Brett McKay: Brett McKay here, and welcome to another edition of The Art of Manliness Podcast. We live in a time of uncertainty and complexity. Things are constantly changing, whether it’s in business, politics, just life in general. You’re always having to constantly adapt. You’re having to make decisions when you don’t have all the information. The place where this complexity and uncertainty is at its peak is during combat. Things happen fast, and you have to make decisions that are life or death when you don’t have all the information. How do you do that? There’s possibly insights we can get from the men who make these sorts of decisions, and lead other individuals in these sorts of situations, and how we can apply it to our own lives. My guest today has done that.

His name is Jocko Willink. He is a retired Navy SEAL officer, served in Ramadi, and during his time there, he developed a leadership training protocol or program to train other Navy SEAL officers. He taught men how to lead others during times of intense complexity and uncertainty, and he’s written a book on how we can apply those principles from the battlefield to our daily lives, and business, or just in our personal lives. At the end of the show, Jocko and I discuss some of the principles. One of them is extreme ownership, what that is, why every leader needs to develop that. We discuss how to make decisions when you don’t have all the information available to you. At the end, you’re going to realize you’re going to love this part. We talked about self-discipline, and why it’s a vital trait for every leader to develop himself, but also be able to develop in the individuals that he is following.

Great podcast if you are a leader in any sort of capacity. You can get a lot of information. Make sure you take notes, and after the show, make sure you check out our show notes at aom.is/jocko. That’s J-O-C-K-O, where you can find links to resources and information that we talked about during the show, or you can dig deeper into this topic. Without further ado, Jocko Willink and extreme ownership. Jocko Willink, welcome to the show.

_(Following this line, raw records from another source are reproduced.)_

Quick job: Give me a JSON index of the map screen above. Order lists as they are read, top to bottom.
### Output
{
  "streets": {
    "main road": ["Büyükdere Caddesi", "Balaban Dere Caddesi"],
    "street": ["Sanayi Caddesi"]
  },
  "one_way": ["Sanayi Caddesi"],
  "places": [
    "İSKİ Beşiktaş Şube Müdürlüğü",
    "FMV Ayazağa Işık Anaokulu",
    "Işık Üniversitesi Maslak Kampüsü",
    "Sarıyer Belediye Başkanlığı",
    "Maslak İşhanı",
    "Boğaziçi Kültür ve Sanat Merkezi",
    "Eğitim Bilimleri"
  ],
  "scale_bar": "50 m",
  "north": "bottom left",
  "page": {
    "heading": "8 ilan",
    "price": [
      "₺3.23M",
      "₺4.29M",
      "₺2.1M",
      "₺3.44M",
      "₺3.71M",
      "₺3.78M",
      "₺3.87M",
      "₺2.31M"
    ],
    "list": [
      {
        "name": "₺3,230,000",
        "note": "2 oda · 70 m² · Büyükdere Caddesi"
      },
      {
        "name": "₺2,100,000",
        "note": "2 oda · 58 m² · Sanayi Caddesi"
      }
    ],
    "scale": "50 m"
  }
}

Jocko Willink: Glad to be here.

Brett McKay: You have an impressive resume. You’re a successful businessman, run a business consulting firm. Also, own an MMA gym, but you’re also a retired Navy SEAL officer. Can we talk a bit about your curriculum vitae, because I think it’s going to put a lot of our conversation today in context about your book, Extreme Ownership.

Jocko Willink: Sure. As you said, I was in the SEAL teams. I did 20 years in the Navy. I joined the Navy right out of high school, and went through Navy boot camp, went to SEAL training, got done with that, and then showed up at a SEAL team, where I did 20 years. That was pretty much my whole adult life.

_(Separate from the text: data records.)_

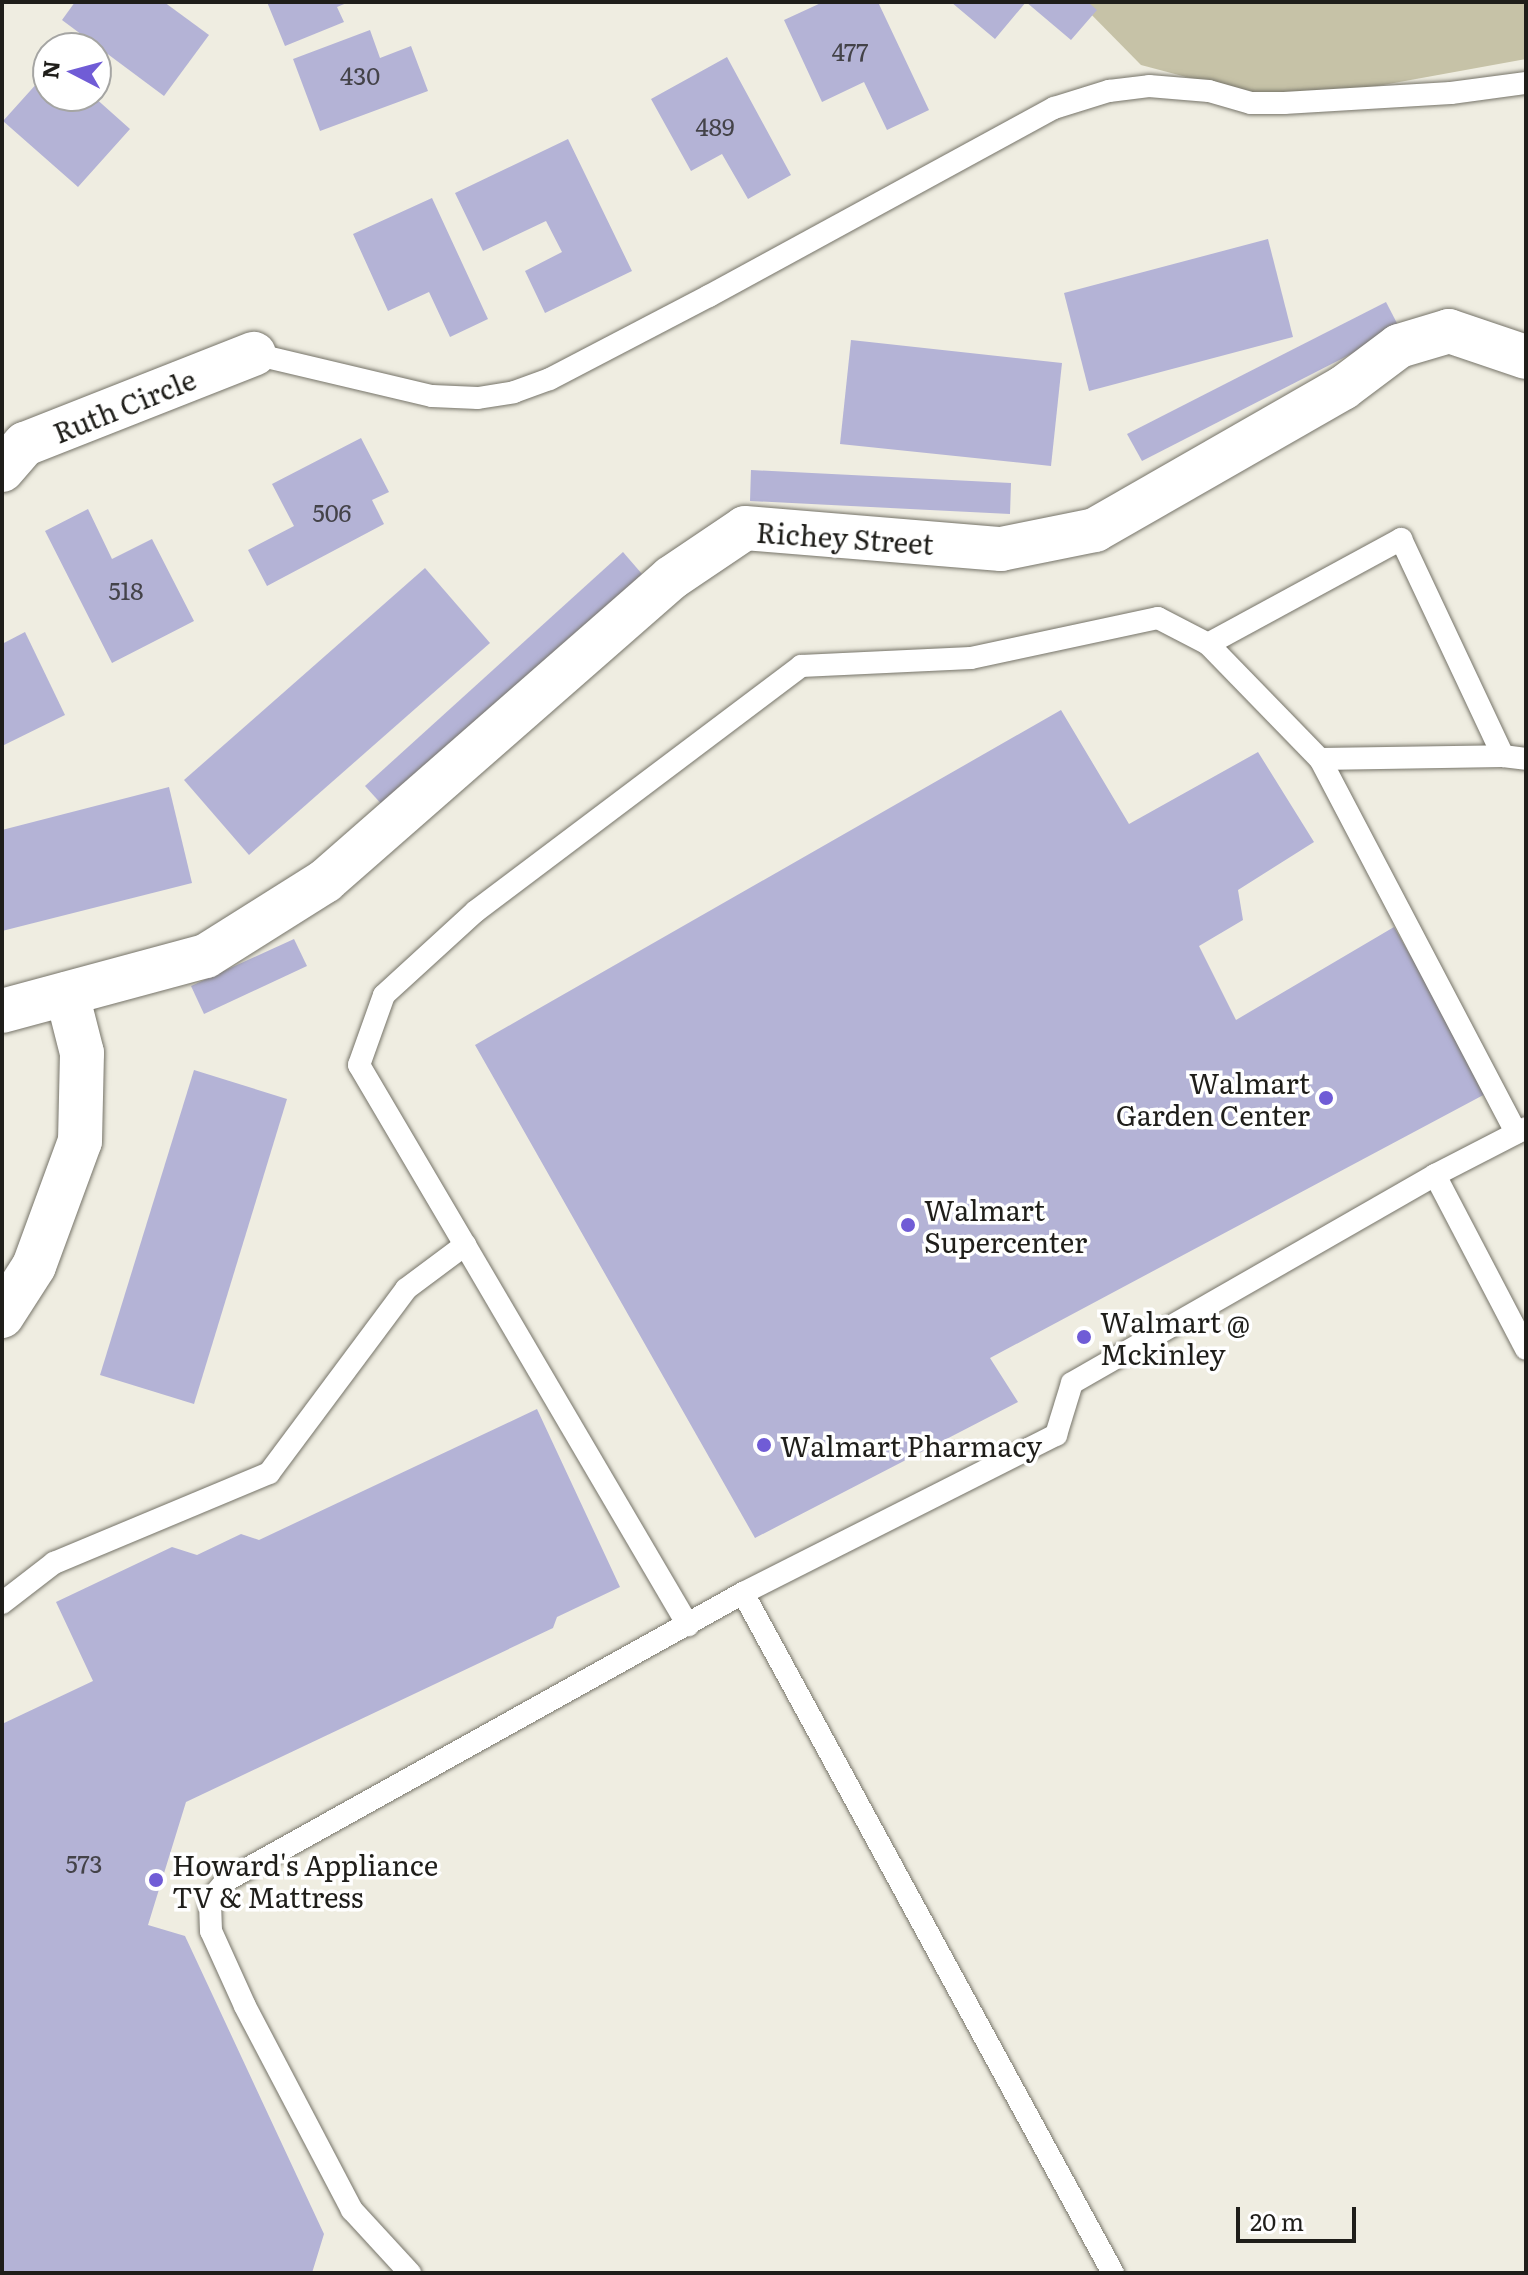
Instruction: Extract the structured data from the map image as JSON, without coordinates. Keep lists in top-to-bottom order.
{
  "streets": {
    "street": ["Ruth Circle", "Richey Street"]
  },
  "places": [
    "Walmart Garden Center",
    "Walmart Supercenter",
    "Walmart @ Mckinley",
    "Walmart Pharmacy",
    "Howard's Appliance TV & Mattress"
  ],
  "house_numbers": [
    "477",
    "430",
    "489",
    "506",
    "518",
    "573"
  ],
  "scale_bar": "20 m",
  "north": "left"
}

Brett McKay: Yeah, and then you served an interesting time. You served before 9-11, so the dead years, right?

Jocko Willink: Yeah, the dry years. No war going on, and it was … We trained hard, and we were motivated, but yeah. There was no war going on, so it was, you didn’t get that experience from combat. I didn’t shoot my gun at the enemy until I’d been in the SEAL teams for 13 years, which is a pretty long time to be training.

Brett McKay: Yeah, and then Afghanistan, Iraq happened. You were part of a unit called Task Unit Bruiser, and you were in Ramadi. What was your involvement there, because that was one of the big flash points in the wars.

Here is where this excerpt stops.